Взгляды всех обратились на пустой серебристый экран.

— Это ты… про Дину Дурбин? Дун всхлипнул:

— Голос как у моей дорогой покойной бабушки…

— Что ты плетешь? — оборвал его Тималти. — Совсем не такой был у нее голос!

— А кто это может знать лучше меня? — Дун вытер глаза и высморкался.

— Значит, не побежал ты только из-за этой девки, из-за Дурбин?

— «Только»!.. — горько передразнил его Дун. — «Только»!.. Да это кощунство — бежать после такой музыки! Все равно что прыгнуть во время венчания через алтарь или затанцевать на похоронах.

— Хоть бы предупредил нас. — И Тималти посмотрел на него злым взглядом.

— Как я мог предупредить? Было такое чувство, будто мне бог открыл вдруг глаза и уши. Последнее, что она пела… «Прекрасный остров Иннисфри», да, Кланнери?

— А что еще она пела? — спросил Фогарти.

— «Что еще она пела»! — вскипел Тималти. — Половина из нас потеряла по его милости весь сегодняшний заработок, а его, видите ли, интересует, что еще она пела! Пошел отсюда!

— Оно конечно, деньги правят миром, — согласился Дун, снова смежая веки, — но выносить их власть помогает нам музыка.

— Что происходит? — громко раздалось откуда-то сверху.

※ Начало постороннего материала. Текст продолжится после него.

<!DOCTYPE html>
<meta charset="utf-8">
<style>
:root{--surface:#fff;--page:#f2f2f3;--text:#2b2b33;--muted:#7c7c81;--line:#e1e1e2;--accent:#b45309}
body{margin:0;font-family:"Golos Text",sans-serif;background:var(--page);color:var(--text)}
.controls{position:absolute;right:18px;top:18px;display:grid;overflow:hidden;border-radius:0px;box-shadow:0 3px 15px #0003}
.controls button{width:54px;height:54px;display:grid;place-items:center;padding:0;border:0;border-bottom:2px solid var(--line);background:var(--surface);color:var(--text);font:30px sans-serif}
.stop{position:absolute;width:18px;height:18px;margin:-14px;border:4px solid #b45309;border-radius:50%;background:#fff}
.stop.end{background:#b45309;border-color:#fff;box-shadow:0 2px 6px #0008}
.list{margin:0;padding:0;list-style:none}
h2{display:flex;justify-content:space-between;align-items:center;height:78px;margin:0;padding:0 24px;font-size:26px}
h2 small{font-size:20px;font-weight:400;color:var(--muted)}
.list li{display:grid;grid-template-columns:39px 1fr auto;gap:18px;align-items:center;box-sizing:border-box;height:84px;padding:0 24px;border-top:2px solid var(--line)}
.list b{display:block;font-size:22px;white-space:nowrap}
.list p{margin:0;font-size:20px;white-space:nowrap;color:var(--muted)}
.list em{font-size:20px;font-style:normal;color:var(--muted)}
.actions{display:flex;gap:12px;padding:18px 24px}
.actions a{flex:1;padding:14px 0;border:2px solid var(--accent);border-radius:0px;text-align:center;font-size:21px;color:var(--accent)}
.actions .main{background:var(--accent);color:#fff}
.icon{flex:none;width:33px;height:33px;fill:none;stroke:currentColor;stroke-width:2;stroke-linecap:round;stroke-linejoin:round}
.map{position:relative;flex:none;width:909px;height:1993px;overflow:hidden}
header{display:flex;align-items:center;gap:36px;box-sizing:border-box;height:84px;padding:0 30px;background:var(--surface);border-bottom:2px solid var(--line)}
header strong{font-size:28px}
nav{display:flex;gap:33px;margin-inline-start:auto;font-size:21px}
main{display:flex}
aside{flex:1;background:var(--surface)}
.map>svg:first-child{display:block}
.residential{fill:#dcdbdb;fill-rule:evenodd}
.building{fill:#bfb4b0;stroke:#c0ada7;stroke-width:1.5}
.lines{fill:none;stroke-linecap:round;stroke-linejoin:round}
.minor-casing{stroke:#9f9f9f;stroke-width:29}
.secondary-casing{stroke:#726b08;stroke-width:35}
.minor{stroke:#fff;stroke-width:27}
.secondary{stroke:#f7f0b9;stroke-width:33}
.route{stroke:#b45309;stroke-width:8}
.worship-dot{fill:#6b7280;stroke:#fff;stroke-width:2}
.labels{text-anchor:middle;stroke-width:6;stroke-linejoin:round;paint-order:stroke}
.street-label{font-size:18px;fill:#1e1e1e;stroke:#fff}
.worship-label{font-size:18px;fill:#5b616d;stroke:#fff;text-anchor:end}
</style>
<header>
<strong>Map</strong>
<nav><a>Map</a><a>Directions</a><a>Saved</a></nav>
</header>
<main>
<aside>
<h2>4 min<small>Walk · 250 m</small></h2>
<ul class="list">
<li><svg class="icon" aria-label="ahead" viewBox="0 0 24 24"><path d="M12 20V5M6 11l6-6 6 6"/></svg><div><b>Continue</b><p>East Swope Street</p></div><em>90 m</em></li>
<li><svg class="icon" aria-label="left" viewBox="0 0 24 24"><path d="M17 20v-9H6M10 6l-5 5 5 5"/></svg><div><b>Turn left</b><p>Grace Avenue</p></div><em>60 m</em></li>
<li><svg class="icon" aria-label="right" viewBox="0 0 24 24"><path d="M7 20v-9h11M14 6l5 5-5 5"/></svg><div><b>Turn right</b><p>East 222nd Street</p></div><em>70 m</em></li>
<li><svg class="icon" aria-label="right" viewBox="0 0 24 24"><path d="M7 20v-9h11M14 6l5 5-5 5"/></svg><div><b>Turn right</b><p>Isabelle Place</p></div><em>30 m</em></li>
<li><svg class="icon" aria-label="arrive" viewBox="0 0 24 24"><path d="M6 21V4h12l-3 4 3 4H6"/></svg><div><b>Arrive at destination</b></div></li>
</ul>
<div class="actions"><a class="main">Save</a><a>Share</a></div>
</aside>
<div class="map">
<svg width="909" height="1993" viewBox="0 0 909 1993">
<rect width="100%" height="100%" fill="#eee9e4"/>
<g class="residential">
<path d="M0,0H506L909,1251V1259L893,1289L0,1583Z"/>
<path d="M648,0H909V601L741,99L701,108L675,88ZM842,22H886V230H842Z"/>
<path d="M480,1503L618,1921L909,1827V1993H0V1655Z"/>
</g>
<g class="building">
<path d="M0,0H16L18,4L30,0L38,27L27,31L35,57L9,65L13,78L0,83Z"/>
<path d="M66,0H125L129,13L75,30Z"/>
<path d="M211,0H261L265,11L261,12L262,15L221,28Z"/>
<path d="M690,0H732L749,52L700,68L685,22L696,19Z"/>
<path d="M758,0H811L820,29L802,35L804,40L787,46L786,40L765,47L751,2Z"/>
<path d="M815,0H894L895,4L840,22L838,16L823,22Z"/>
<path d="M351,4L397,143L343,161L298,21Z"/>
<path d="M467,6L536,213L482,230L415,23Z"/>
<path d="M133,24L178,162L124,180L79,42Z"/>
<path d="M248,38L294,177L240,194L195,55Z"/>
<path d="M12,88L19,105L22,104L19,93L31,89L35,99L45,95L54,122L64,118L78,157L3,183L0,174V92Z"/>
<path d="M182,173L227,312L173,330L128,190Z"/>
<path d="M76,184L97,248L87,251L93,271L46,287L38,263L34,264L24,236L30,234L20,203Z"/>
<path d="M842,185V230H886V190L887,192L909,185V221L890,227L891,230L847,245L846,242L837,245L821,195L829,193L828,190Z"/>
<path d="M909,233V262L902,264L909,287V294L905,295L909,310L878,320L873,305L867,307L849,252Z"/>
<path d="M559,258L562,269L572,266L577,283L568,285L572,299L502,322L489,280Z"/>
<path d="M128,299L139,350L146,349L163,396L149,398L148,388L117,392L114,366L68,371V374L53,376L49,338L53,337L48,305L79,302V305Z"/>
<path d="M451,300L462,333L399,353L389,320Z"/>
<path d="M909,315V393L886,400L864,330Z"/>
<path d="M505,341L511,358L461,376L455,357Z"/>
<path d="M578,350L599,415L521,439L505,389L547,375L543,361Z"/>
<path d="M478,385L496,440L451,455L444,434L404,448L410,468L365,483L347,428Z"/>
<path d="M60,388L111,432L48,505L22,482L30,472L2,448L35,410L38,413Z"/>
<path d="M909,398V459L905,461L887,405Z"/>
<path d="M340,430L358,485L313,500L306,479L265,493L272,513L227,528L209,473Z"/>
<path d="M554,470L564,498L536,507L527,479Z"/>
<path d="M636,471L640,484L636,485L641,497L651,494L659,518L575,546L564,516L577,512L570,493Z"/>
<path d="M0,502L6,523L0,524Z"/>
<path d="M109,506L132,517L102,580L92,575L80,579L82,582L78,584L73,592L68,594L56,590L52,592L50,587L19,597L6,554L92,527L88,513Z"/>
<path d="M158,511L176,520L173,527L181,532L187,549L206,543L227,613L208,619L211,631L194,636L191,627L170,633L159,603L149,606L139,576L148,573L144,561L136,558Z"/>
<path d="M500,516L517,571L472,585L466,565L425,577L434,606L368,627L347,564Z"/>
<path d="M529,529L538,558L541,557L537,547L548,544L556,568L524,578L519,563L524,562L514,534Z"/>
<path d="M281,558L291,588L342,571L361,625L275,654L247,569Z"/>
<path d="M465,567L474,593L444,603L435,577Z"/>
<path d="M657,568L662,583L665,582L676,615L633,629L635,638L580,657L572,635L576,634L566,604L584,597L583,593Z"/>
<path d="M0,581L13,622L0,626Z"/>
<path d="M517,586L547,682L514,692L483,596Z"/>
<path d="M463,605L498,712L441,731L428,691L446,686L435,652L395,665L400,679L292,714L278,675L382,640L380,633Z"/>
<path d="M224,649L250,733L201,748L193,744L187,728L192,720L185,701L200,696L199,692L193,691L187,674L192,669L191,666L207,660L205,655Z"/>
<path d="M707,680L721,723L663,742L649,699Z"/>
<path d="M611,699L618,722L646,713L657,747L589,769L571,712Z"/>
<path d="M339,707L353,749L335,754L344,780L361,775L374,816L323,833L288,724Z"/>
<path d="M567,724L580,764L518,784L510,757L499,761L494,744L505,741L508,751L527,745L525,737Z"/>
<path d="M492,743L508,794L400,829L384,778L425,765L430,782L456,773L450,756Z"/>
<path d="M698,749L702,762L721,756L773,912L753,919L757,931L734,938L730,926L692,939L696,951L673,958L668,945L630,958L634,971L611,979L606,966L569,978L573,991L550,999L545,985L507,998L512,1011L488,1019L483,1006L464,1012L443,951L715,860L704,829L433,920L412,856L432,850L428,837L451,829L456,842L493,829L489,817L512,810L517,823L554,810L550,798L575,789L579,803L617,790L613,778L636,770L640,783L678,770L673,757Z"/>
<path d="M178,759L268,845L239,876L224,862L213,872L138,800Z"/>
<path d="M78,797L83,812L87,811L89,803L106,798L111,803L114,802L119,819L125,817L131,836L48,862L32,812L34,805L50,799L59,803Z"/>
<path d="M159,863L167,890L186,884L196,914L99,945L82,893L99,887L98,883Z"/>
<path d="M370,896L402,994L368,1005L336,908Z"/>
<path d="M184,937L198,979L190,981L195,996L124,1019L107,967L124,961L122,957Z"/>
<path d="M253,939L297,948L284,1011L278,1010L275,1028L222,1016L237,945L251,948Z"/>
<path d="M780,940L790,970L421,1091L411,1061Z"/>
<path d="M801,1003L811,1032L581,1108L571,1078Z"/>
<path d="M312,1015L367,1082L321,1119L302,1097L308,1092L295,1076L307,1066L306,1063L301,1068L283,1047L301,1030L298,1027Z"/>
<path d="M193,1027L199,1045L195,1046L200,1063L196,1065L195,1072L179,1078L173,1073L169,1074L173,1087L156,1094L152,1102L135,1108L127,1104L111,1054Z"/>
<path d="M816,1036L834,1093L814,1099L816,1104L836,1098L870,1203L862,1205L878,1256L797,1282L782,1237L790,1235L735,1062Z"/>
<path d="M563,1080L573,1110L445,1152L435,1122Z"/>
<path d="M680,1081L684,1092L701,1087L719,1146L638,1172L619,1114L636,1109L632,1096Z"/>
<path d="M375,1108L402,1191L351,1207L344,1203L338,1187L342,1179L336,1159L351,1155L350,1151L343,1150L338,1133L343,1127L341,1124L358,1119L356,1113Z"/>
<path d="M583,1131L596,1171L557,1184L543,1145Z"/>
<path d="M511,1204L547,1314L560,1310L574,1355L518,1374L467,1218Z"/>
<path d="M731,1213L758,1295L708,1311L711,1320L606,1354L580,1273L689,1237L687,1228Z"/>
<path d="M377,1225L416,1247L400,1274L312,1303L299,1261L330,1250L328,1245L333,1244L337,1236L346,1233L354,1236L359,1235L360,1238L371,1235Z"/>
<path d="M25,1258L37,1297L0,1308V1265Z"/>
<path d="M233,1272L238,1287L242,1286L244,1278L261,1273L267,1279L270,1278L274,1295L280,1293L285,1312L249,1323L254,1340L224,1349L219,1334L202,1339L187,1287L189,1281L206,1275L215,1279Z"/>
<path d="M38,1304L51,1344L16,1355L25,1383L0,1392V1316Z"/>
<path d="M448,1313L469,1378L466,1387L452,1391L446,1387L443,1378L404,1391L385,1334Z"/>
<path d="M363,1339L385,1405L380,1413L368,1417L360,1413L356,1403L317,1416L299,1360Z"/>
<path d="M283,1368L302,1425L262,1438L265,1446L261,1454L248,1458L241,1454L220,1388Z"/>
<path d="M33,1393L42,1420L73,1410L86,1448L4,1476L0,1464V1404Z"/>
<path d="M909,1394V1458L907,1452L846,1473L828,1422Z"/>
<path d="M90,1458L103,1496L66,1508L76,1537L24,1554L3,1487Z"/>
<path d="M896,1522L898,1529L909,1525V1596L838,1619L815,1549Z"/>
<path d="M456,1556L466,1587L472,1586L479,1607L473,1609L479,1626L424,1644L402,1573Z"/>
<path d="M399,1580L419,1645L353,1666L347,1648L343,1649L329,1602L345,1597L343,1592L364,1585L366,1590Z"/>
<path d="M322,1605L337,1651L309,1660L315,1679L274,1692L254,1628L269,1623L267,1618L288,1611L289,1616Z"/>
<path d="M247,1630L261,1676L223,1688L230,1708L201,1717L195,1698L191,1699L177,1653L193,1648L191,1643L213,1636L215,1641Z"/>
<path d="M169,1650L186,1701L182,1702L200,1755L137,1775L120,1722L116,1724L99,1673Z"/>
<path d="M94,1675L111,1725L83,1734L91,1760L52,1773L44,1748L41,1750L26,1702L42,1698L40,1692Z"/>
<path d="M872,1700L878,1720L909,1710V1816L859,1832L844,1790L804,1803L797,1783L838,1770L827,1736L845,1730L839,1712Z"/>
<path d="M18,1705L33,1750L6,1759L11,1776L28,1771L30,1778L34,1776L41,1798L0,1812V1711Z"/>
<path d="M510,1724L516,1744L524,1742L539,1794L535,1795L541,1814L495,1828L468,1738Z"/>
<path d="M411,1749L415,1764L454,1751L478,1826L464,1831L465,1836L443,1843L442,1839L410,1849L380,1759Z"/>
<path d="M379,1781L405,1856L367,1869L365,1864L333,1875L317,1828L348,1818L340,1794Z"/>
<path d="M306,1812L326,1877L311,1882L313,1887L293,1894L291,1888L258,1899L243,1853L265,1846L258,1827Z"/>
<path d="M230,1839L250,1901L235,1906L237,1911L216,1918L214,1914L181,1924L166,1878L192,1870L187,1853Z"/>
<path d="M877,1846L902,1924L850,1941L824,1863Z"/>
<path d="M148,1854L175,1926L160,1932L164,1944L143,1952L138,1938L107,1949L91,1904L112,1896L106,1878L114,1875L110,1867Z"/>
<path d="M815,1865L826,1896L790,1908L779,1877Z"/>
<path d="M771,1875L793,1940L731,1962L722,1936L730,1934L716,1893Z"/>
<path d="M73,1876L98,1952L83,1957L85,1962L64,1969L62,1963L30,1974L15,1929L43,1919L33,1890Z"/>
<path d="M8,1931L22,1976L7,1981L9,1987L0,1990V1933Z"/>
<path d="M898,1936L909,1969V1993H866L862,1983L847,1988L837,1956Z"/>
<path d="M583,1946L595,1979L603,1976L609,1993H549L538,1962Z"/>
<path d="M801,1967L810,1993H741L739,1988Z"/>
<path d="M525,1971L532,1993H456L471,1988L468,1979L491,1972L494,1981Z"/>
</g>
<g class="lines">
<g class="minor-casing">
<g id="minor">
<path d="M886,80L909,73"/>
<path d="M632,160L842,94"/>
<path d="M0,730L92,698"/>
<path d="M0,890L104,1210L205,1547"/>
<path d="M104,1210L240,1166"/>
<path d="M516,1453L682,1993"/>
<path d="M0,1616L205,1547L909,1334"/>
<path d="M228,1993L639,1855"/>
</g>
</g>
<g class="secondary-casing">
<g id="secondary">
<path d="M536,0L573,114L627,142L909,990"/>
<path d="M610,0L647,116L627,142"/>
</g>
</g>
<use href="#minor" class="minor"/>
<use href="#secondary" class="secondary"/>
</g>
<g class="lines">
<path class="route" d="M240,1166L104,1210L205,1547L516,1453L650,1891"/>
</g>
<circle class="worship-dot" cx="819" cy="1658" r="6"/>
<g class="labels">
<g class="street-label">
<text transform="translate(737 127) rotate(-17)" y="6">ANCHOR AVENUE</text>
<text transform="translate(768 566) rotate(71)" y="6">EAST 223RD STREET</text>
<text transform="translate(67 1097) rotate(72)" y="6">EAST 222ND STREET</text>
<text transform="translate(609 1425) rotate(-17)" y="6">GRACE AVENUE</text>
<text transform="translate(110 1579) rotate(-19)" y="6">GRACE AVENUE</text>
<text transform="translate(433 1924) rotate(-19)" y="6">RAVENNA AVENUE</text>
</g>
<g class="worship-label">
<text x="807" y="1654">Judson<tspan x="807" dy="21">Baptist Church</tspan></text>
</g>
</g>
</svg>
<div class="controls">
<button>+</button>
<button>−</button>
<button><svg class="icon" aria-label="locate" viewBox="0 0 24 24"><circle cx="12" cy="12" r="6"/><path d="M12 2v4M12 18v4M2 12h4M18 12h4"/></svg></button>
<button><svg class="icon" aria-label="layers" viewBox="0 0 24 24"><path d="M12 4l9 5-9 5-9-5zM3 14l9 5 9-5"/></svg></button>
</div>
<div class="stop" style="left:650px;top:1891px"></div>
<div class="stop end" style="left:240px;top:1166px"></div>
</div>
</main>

Какой-то человек, перегнувшись через балюстраду балкона, смотрел на нас и дымил сигаретой.

— Из-за чего шум?

— Киномеханик, — прошептал Тималти. И уже вслух: — Здорово, Фил! Это мы, команда! У нас тут один небольшой спор по этике, если не хуже — по эстетике. И… э-э… нам хотелось бы знать, нельзя ли еще раз проиграть гимн?

— Гимн? Еще раз?

Те, кто выиграл, обеспокоенно зашевелились, начали переступать с ноги на ногу и подталкивать друг друга локтями.

— Хорошая мысль, — сказал Дун.

— Неплохая, — подтвердил Тималти, теперь сама хитрость.

— Богу было угодно лишить нашего Дуна сил.

— Попался, как рыба на крючок, на фильм тридцать седьмого года, — добавил Фогарти.

— Чтобы все было по-честному… — И Тималти без тени смущения снова посмотрел вверх. — Фил, мальчик мой, скажи, пожалуйста, последняя часть фильма еще здесь?

— Не в дамском же туалете, — ответил, попыхивая сигаретой, Фил.

— До чего остроумный малый! Ну а теперь, Фил, голубчик, скажи, пожалуйста, не мог бы ты снова прокрутить последние кадры, повторить для нас КОНЕЦ?

— Только это и нужно?

На какой-то миг всеми овладела растерянность, но мысль о новом состязании слишком соблазняла даже тех, чьи выигрыши ставились теперь под вопрос. Все утвердительно закивали, и недолгое молчание кончилось.